The WHO’s assessment of the world’s response to the pandemic noted that “while much of the early response to COVID-19 involve[d] missed opportunities and failure to act, there [were] some areas in which early action was taken to good effect, most notably in research and development (R&D) and, in particular, vaccine product development.” This invites a question: Why did much of the world fail to incur the costs necessary “to curtail the epidemic and forestall the pandemic,” but succeeded so notably in “vaccine product development”?

To answer that question, it is necessary to address four topics, which I do in the chapters to follow.

The first topic concerns who it is that made the decisions on how to respond to the pandemic (if to respond at all) and what their interests are. In most countries, governments are dominated by members of a billionaire class and by politicians indebted to them. Not only do these decision-makers make decisions with capitalist class interests in mind, they operate within a capitalist framework which limits the range of decisions that can be made without impairing the smooth functioning of capitalist economies. Even if decision-makers aren’t already inclined to formulate policy to comport with capitalist class interests—and they very much are—the structure of the capitalist economy compels them to act in ways that protect and promote capitalist interests. Capitalist interests discouraged the pursuit of Chinese-style zero-Covid measures, for their perceived injurious effects on business activity and profit accumulation, and encouraged the development of vaccines as a profit-making opportunity.

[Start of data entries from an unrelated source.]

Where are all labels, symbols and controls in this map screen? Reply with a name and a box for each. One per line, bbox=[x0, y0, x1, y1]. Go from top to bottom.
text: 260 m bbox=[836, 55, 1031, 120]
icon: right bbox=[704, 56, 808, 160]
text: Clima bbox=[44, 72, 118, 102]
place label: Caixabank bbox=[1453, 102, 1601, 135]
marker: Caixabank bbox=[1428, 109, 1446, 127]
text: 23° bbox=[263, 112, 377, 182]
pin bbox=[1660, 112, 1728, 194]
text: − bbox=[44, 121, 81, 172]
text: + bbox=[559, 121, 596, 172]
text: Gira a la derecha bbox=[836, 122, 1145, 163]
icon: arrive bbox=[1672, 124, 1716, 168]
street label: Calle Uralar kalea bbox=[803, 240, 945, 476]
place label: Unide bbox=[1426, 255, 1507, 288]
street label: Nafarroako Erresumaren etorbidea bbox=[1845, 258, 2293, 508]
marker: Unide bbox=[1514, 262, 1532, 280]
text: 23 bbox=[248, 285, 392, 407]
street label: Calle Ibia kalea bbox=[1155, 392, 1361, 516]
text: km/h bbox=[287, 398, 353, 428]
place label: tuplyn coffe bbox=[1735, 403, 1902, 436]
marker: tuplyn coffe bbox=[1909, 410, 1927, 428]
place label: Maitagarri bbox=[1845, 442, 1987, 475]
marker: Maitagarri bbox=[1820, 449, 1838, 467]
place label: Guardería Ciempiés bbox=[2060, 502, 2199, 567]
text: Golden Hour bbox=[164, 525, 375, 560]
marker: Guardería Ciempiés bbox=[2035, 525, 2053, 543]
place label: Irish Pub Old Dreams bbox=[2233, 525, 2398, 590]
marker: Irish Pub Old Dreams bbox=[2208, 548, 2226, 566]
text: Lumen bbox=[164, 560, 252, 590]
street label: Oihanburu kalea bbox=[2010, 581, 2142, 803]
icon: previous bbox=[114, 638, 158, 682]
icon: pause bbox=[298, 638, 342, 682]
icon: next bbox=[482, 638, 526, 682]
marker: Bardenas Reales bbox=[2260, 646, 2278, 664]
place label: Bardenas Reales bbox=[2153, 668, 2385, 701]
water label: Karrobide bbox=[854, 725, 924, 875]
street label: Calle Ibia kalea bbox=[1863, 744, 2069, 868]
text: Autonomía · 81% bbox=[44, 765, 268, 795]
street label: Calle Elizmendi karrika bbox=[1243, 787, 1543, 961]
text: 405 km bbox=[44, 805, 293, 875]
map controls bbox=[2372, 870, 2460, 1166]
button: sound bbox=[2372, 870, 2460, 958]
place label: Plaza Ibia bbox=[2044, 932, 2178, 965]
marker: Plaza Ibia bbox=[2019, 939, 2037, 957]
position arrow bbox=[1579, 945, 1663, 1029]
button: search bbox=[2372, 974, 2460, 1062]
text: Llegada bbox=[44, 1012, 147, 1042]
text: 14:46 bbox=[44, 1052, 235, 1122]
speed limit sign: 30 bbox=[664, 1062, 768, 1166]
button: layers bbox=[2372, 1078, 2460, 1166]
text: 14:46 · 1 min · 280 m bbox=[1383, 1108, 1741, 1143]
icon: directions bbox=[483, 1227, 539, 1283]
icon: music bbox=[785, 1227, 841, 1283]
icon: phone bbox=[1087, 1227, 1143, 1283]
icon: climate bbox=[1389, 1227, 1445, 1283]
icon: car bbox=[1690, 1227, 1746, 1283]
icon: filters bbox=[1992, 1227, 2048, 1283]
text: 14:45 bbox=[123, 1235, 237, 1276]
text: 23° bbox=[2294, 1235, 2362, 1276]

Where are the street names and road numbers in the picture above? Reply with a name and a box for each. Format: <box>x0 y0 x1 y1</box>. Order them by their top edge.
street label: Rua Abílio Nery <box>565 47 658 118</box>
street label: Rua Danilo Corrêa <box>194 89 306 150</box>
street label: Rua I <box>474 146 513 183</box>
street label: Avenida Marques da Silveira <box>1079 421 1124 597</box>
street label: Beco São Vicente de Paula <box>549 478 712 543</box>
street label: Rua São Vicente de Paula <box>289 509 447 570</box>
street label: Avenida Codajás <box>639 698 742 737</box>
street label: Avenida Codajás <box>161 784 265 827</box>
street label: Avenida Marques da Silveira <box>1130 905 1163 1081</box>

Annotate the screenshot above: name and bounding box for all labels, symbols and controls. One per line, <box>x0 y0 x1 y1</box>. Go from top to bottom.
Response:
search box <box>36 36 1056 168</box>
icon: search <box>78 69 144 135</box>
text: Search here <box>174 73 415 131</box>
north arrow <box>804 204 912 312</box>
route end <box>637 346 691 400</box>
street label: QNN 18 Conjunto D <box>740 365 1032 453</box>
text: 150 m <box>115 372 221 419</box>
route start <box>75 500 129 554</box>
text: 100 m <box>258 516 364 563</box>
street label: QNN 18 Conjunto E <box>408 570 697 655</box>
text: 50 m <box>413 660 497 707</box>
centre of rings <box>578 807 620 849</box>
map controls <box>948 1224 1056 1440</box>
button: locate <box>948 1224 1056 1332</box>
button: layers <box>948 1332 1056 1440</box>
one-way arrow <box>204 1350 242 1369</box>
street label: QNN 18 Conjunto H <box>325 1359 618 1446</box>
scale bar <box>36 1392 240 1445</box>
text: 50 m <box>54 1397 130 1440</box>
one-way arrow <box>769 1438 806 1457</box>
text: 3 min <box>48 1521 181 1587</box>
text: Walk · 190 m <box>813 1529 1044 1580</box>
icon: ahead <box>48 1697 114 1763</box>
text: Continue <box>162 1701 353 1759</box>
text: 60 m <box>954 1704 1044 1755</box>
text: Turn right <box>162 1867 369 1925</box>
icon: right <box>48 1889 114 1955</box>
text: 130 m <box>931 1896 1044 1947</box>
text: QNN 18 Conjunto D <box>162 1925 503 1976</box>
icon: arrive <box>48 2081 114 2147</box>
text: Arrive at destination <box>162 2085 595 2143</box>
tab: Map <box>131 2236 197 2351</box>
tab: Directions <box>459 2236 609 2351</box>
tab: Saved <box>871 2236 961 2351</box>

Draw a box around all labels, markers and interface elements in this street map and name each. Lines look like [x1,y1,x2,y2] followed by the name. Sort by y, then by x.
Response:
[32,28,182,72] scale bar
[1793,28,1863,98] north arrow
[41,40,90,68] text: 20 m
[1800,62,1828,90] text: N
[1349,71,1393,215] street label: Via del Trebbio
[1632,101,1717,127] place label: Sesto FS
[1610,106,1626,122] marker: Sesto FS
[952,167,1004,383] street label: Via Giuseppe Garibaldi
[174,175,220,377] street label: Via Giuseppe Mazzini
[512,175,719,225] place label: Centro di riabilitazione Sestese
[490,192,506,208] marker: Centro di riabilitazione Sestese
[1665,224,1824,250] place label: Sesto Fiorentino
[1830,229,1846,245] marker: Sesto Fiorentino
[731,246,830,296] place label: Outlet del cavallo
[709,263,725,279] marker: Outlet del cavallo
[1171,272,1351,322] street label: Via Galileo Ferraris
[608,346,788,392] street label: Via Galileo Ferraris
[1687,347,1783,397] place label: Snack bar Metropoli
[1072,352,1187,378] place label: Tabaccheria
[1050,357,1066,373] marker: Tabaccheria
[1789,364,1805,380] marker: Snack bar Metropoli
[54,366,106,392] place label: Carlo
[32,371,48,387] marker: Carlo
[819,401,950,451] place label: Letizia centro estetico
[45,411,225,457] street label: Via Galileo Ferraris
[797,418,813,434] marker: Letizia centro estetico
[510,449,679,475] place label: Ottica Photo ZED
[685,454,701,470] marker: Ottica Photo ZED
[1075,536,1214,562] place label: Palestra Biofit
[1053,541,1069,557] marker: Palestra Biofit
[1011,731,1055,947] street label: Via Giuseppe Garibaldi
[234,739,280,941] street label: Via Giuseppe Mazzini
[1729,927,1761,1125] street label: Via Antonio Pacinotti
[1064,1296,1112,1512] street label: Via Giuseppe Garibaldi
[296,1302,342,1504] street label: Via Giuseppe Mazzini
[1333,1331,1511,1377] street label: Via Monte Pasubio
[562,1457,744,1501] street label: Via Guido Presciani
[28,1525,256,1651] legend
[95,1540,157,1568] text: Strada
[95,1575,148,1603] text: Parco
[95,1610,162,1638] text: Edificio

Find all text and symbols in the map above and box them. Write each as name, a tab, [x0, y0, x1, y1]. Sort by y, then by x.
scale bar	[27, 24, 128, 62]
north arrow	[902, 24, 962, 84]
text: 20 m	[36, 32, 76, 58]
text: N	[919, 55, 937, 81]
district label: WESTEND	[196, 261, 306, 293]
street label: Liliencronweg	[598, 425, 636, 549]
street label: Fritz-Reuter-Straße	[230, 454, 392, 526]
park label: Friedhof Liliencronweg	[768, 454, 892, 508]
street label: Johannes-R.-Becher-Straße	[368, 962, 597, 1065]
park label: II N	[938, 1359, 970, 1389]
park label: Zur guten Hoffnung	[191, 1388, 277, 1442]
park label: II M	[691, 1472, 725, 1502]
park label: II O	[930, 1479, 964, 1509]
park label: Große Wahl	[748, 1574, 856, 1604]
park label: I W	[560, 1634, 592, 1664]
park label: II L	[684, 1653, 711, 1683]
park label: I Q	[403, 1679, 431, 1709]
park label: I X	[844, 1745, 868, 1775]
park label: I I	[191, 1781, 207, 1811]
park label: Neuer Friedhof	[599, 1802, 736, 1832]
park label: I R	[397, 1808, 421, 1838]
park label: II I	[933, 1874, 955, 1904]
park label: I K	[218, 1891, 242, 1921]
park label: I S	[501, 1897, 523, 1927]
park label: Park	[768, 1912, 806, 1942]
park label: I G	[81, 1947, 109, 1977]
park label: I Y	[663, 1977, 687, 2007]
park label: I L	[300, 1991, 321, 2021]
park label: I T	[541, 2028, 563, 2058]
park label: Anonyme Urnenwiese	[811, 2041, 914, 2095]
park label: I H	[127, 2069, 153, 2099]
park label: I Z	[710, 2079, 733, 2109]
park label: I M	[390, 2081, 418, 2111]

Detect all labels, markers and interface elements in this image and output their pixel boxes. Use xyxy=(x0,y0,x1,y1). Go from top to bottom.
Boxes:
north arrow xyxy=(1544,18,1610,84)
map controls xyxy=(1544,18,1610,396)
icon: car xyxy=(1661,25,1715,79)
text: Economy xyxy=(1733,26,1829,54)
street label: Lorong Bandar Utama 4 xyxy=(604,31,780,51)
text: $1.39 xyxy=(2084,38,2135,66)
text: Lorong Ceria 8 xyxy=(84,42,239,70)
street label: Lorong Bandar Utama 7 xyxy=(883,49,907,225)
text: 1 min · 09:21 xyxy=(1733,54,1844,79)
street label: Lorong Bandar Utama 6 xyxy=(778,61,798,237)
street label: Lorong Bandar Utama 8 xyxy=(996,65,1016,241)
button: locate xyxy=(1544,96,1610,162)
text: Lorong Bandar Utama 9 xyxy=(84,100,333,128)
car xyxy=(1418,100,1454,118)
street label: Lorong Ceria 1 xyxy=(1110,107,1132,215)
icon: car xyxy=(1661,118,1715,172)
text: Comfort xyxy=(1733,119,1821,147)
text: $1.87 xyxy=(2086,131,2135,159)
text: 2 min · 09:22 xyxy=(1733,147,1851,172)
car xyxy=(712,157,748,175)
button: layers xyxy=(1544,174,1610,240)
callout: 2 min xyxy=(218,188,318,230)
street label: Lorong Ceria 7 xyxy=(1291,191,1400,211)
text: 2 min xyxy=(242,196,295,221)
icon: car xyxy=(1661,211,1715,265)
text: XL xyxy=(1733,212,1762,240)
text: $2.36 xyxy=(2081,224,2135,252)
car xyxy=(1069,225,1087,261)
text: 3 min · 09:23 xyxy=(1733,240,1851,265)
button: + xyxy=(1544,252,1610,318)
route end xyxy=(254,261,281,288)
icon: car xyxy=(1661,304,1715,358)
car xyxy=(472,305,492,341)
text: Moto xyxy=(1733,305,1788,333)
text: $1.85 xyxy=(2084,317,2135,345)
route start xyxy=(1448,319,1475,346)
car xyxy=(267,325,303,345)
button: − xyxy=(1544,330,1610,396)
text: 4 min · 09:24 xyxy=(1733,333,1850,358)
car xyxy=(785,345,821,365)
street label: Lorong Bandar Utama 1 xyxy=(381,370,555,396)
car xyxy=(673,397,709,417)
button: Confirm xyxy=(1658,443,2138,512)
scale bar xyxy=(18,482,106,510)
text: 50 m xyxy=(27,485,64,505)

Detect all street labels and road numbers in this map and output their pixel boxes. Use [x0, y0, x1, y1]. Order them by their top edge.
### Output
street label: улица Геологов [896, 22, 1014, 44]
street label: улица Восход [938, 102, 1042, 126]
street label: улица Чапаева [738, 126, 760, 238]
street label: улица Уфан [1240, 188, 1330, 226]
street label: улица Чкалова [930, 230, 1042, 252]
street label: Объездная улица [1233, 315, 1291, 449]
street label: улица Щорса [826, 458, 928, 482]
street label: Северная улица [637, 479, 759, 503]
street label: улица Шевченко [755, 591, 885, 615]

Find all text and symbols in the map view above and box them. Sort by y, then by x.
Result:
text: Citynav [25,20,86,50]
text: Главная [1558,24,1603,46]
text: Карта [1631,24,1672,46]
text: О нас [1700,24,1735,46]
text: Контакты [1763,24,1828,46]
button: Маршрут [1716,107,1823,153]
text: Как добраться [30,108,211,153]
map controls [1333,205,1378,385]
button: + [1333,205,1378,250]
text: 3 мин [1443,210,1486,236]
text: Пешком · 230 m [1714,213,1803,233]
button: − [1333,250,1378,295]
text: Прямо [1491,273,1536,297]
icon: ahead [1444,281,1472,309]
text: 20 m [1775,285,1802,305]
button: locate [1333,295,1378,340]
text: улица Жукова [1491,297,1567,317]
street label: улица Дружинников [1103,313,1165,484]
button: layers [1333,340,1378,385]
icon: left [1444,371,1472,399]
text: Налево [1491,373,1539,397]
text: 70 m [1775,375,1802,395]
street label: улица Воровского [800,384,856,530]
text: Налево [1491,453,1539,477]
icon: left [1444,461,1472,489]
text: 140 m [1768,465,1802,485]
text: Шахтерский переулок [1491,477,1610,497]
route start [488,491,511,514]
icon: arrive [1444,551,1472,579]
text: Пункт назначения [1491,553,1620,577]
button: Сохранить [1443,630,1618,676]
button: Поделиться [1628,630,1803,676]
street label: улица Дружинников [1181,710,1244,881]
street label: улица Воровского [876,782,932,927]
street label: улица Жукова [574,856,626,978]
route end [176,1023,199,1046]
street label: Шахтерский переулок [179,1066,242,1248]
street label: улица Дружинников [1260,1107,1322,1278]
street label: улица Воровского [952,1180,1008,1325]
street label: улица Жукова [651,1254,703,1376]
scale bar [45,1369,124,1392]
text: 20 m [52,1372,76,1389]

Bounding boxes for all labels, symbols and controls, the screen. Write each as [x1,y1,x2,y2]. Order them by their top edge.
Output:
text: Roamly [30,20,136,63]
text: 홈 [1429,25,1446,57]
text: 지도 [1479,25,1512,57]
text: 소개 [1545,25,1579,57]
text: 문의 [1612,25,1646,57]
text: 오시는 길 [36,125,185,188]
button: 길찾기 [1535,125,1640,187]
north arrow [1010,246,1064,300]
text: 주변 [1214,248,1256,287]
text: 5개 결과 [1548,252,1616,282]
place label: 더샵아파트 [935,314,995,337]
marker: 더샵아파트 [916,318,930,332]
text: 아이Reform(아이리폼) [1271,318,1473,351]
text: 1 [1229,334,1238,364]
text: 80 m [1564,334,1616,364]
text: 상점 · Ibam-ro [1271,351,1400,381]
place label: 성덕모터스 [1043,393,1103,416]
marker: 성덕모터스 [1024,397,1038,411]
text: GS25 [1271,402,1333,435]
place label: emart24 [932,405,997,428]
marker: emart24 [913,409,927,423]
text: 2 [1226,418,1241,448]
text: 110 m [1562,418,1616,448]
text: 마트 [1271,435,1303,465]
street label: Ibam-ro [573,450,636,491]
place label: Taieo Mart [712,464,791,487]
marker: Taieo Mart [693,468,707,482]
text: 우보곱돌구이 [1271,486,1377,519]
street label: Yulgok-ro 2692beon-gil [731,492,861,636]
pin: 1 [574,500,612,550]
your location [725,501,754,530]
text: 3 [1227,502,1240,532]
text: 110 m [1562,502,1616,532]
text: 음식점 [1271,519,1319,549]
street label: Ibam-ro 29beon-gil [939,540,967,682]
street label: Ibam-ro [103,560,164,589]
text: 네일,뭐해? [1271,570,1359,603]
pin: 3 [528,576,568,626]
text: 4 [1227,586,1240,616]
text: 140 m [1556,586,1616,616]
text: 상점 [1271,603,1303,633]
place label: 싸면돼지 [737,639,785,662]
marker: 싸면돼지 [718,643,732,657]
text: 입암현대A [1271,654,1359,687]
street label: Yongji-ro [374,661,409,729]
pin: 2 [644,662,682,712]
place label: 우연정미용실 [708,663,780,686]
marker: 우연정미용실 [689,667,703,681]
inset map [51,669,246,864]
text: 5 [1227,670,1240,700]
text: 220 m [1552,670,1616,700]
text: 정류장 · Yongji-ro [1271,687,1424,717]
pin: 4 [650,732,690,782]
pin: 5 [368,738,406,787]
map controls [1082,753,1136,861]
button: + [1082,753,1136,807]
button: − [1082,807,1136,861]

The pharmaceutical industry—central to the pandemic response of most capitalist states—is the second topic. Like the state in capitalist society, Big Pharma is dominated by wealthy investors, whose interests come first. The industry, like government, operates within a capitalist framework. All decisions must ultimately serve one aim: the profitable production of drugs. While advantages to public health may follow as a by-product of the pursuit of profit, they are by no means necessary. Enlarging the interests of the industry’s capitalist owners is the industry’s sole mission. As a consequence, the production of useless and even harmful drugs is tolerable, so long as profits are produced. The pharmaceutical industry, with the complicity of Washington, fast tracked the development of Covid-19 vaccines with little regard for their safety, arguing that safety protocols needed to be circumvented to address a public health emergency—one that need not have happened and was of Washington’s own making.

The third topic is Bill Gates, a significant member of the US capitalist class. Gates uses his vast wealth to pursue pet projects under the guise of performing charitable works, including promoting vaccines and capitalist pharmacy as the solution to the world’s most significant public health problems. Gates offers a concrete example of how members of the capitalist class use their wealth to shape political agendas to expand their own interests at the public’s expense.

The final topic is Operation Warp Speed, Washington’s Covid-19 vaccine program, which used public money, and capitalized on publicly-funded research, to develop vaccines and therapeutics in record time. Washington transferred these publicly developed goods to the private sector for private commercial gain. Many decision-makers and influencers in Washington had stakes in the vaccine makers that profited from this transfer. Firms such as Pfizer, Moderna, and AstraZeneca made a killing, thanks to billions of dollars in publicly-funded research and advance purchase orders from governments. The model of  “socialism for the rich”—taking money out of the pockets of taxpayers and putting it into the pockets of private enterprise—is the basis, not only for capitalist pharmacy, but for capitalist economics as a whole.


[i] Michael Lewis, The Premonition: A Pandemic Story, W.W. Norton & Company, 2021, p. 299.